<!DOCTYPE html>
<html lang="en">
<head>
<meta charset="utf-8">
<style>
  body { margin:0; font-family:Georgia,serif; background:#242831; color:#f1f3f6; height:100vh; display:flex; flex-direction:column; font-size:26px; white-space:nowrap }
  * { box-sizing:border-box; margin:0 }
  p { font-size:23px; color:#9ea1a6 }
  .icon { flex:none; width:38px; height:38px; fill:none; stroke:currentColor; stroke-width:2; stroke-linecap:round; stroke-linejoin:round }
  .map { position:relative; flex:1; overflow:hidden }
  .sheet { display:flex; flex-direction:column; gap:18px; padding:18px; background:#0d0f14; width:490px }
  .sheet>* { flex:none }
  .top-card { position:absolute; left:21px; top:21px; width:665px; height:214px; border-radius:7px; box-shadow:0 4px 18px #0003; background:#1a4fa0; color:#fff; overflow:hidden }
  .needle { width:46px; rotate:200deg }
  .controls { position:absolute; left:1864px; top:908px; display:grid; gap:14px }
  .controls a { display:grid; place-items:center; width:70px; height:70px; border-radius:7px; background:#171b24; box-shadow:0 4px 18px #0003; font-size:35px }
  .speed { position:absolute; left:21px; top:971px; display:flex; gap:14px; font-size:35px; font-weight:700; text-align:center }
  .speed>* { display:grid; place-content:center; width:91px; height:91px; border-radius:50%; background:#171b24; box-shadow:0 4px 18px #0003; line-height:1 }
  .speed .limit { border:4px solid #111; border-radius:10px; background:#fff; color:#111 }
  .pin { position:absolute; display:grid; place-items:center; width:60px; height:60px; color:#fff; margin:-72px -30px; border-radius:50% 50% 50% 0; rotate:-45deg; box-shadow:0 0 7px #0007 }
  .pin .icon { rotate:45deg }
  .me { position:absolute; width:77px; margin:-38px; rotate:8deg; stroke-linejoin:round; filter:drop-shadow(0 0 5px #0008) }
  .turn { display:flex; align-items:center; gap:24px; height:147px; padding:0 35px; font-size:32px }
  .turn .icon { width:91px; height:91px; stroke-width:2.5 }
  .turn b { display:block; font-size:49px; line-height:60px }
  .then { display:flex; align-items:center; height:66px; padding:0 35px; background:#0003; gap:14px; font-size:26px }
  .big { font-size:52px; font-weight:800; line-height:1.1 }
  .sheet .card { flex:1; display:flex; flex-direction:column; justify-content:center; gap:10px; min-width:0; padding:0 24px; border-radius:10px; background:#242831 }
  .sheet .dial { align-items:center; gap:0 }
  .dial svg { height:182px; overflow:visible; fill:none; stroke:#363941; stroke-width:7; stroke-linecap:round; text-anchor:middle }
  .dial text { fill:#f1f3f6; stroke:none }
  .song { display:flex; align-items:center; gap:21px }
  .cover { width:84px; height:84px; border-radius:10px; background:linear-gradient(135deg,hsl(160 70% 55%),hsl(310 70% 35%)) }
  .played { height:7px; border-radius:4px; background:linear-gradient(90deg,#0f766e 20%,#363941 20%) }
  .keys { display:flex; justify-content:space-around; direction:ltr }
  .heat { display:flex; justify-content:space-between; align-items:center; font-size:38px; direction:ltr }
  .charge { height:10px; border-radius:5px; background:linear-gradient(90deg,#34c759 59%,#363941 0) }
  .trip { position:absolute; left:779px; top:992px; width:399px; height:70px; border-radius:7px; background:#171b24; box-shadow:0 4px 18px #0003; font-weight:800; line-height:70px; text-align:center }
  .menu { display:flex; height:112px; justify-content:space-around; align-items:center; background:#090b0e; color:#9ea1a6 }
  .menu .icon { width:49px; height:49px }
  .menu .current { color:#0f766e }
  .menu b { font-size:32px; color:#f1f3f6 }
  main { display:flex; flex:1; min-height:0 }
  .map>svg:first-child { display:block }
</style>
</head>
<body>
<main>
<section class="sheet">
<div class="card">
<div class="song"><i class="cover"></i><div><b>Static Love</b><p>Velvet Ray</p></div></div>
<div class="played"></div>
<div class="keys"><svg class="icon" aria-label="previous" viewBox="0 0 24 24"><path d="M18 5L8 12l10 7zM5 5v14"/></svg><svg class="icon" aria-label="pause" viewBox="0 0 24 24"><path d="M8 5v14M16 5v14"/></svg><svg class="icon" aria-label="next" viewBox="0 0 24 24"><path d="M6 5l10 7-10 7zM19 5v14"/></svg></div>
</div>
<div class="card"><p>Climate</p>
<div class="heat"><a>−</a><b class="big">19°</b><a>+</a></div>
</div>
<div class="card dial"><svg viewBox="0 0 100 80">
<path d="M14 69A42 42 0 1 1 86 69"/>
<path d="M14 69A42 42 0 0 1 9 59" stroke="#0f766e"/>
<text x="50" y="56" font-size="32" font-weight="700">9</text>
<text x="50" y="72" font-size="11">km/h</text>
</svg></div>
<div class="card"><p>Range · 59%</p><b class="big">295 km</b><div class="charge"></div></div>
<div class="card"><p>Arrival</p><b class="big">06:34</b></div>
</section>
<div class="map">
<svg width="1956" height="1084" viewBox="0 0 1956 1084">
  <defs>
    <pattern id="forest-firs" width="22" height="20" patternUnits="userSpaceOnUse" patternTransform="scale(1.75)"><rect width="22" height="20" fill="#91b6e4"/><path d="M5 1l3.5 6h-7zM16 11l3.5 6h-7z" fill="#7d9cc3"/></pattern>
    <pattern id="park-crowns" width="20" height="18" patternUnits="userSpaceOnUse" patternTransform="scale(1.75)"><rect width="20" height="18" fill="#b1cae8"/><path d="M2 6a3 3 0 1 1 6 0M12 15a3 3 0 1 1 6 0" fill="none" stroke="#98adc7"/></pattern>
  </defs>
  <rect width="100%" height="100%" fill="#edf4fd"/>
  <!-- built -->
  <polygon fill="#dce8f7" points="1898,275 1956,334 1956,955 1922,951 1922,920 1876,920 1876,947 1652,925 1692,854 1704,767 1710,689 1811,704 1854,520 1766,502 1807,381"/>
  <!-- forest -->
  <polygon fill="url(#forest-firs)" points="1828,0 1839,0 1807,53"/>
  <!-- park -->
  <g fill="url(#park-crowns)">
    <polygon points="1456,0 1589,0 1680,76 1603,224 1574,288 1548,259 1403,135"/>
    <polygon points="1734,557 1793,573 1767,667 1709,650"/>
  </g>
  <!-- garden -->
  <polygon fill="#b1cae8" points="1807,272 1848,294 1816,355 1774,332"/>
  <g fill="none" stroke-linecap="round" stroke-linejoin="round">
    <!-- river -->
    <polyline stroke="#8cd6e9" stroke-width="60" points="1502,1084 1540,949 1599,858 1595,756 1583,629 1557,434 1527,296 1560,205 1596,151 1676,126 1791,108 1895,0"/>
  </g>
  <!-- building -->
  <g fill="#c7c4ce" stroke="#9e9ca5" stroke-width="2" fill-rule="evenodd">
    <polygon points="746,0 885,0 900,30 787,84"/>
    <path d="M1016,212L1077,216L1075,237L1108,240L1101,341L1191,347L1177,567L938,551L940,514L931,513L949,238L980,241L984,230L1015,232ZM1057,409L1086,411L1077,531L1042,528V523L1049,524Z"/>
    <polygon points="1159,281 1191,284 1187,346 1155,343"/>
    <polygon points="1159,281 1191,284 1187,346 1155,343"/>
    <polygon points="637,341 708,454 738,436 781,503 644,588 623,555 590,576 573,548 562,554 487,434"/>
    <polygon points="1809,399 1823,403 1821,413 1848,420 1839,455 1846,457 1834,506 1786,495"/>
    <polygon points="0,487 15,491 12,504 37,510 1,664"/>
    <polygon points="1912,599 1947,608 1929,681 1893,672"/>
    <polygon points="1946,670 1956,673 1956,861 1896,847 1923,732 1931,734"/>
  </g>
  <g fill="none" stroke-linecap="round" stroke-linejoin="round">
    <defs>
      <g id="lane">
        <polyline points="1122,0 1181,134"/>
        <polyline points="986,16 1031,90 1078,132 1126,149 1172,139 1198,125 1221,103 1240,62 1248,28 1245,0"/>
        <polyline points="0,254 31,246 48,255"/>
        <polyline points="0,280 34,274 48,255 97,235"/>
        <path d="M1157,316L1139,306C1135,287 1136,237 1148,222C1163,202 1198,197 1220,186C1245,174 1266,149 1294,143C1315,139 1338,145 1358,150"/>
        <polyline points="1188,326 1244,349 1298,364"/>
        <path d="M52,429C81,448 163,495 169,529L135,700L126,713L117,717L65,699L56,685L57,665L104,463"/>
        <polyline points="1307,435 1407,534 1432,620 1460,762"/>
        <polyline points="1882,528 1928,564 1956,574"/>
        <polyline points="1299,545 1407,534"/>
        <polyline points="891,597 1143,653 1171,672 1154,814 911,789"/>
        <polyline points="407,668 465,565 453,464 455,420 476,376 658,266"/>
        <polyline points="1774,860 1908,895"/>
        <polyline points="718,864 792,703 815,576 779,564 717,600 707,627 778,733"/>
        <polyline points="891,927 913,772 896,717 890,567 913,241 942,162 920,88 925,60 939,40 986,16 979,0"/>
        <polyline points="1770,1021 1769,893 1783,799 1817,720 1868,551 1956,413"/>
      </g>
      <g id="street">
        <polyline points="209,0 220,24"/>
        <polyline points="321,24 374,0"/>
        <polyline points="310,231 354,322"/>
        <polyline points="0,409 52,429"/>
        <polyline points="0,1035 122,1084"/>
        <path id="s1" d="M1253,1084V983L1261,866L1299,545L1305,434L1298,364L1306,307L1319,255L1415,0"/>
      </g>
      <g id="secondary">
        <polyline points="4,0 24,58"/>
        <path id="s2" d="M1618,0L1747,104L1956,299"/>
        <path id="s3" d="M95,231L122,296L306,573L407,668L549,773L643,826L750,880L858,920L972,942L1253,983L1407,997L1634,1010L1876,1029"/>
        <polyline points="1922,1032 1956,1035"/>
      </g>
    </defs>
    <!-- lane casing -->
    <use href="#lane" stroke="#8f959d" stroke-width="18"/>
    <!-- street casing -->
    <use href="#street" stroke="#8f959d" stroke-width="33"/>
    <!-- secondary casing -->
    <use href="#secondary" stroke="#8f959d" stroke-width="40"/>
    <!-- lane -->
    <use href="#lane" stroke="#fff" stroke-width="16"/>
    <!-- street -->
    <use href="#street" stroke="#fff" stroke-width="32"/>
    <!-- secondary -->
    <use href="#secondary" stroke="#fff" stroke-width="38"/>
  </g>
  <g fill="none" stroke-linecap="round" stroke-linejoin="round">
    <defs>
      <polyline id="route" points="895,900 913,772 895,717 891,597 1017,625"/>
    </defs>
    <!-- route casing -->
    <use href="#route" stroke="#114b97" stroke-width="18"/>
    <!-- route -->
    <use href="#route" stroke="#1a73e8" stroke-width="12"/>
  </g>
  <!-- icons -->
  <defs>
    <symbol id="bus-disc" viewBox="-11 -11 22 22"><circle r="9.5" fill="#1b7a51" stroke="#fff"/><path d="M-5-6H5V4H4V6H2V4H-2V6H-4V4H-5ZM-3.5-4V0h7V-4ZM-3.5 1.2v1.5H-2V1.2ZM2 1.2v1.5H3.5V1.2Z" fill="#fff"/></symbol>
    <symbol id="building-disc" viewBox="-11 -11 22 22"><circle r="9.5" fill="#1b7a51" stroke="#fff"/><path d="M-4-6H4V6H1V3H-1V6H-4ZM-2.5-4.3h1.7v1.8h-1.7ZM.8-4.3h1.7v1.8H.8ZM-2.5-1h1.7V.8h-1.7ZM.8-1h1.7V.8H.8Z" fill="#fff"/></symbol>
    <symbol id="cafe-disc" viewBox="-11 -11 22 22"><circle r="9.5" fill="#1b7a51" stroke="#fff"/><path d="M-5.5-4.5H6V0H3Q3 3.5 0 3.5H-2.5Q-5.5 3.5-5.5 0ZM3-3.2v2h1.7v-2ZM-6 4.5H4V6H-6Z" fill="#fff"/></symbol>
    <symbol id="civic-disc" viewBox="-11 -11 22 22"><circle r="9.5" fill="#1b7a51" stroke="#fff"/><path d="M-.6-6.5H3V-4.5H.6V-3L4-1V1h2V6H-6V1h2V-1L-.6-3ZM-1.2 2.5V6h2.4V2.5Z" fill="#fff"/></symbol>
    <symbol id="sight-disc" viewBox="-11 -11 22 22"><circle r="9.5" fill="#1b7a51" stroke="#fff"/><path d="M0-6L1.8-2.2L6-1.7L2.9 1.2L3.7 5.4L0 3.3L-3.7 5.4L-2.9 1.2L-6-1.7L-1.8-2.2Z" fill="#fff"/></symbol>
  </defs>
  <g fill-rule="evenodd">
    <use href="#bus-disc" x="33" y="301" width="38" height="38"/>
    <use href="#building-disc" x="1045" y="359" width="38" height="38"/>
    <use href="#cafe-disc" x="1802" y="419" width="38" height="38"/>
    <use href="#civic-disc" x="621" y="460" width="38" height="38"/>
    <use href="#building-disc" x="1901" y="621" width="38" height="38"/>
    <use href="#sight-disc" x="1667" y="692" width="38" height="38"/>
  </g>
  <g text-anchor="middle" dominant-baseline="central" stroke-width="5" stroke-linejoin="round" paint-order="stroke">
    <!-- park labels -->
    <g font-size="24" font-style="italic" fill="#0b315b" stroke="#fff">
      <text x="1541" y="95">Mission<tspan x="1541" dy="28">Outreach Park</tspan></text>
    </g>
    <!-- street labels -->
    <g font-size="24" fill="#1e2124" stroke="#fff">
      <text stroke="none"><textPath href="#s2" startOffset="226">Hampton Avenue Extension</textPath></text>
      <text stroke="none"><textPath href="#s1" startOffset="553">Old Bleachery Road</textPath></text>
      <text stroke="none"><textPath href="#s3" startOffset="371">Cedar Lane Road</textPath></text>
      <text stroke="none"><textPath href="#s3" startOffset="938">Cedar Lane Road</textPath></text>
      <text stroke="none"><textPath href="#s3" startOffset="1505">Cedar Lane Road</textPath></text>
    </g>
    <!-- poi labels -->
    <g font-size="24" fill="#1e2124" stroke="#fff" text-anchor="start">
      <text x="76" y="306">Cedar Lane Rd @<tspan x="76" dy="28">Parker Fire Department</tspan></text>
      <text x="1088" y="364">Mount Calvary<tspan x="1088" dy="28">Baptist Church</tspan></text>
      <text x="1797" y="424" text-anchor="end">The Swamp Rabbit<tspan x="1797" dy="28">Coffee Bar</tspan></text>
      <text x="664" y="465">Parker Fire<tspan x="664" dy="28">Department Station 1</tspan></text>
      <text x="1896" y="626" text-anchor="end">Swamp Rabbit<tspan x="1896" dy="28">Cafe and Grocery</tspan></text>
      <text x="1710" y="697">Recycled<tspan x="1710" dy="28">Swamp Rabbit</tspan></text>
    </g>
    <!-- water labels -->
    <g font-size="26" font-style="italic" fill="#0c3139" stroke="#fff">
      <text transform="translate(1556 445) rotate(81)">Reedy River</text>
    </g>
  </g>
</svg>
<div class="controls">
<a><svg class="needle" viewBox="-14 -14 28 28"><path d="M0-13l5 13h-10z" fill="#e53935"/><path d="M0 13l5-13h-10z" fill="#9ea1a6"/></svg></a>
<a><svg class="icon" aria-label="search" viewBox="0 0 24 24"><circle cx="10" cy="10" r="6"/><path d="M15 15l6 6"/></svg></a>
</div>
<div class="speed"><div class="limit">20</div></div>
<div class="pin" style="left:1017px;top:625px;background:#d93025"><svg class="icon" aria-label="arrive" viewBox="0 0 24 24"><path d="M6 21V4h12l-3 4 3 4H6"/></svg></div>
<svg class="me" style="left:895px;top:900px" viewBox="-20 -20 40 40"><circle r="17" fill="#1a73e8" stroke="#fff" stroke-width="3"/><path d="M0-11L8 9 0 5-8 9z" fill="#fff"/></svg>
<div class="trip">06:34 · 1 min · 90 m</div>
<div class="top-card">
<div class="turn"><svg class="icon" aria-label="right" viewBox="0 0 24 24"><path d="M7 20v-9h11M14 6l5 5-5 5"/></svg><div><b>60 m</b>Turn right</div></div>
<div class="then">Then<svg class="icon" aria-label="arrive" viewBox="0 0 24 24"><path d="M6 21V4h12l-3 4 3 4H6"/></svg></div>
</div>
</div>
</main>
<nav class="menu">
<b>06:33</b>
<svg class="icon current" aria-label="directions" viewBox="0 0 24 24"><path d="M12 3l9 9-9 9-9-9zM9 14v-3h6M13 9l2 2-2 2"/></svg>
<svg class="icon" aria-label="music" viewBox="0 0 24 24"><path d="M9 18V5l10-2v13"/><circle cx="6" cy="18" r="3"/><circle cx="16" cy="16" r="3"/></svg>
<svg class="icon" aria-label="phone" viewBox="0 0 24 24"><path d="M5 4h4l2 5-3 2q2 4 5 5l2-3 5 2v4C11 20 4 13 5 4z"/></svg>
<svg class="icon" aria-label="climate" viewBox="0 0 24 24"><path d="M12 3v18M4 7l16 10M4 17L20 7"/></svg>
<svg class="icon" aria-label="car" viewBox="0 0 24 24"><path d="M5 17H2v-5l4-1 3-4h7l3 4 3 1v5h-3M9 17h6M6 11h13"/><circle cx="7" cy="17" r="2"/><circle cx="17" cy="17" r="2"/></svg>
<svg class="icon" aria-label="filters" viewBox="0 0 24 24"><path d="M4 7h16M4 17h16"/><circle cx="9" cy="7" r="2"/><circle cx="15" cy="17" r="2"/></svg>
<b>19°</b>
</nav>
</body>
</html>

---------------

About this exercise
Beginning with the line that has "display:flex; flex-direction:column; gap:18px;" and ending with the line that has "font-size:52px; font-weight:800; line-height:1.1", set down the lines above exactly and include no others.

Output
  .sheet { display:flex; flex-direction:column; gap:18px; padding:18px; background:#0d0f14; width:490px }
  .sheet>* { flex:none }
  .top-card { position:absolute; left:21px; top:21px; width:665px; height:214px; border-radius:7px; box-shadow:0 4px 18px #0003; background:#1a4fa0; color:#fff; overflow:hidden }
  .needle { width:46px; rotate:200deg }
  .controls { position:absolute; left:1864px; top:908px; display:grid; gap:14px }
  .controls a { display:grid; place-items:center; width:70px; height:70px; border-radius:7px; background:#171b24; box-shadow:0 4px 18px #0003; font-size:35px }
  .speed { position:absolute; left:21px; top:971px; display:flex; gap:14px; font-size:35px; font-weight:700; text-align:center }
  .speed>* { display:grid; place-content:center; width:91px; height:91px; border-radius:50%; background:#171b24; box-shadow:0 4px 18px #0003; line-height:1 }
  .speed .limit { border:4px solid #111; border-radius:10px; background:#fff; color:#111 }
  .pin { position:absolute; display:grid; place-items:center; width:60px; height:60px; color:#fff; margin:-72px -30px; border-radius:50% 50% 50% 0; rotate:-45deg; box-shadow:0 0 7px #0007 }
  .pin .icon { rotate:45deg }
  .me { position:absolute; width:77px; margin:-38px; rotate:8deg; stroke-linejoin:round; filter:drop-shadow(0 0 5px #0008) }
  .turn { display:flex; align-items:center; gap:24px; height:147px; padding:0 35px; font-size:32px }
  .turn .icon { width:91px; height:91px; stroke-width:2.5 }
  .turn b { display:block; font-size:49px; line-height:60px }
  .then { display:flex; align-items:center; height:66px; padding:0 35px; background:#0003; gap:14px; font-size:26px }
  .big { font-size:52px; font-weight:800; line-height:1.1 }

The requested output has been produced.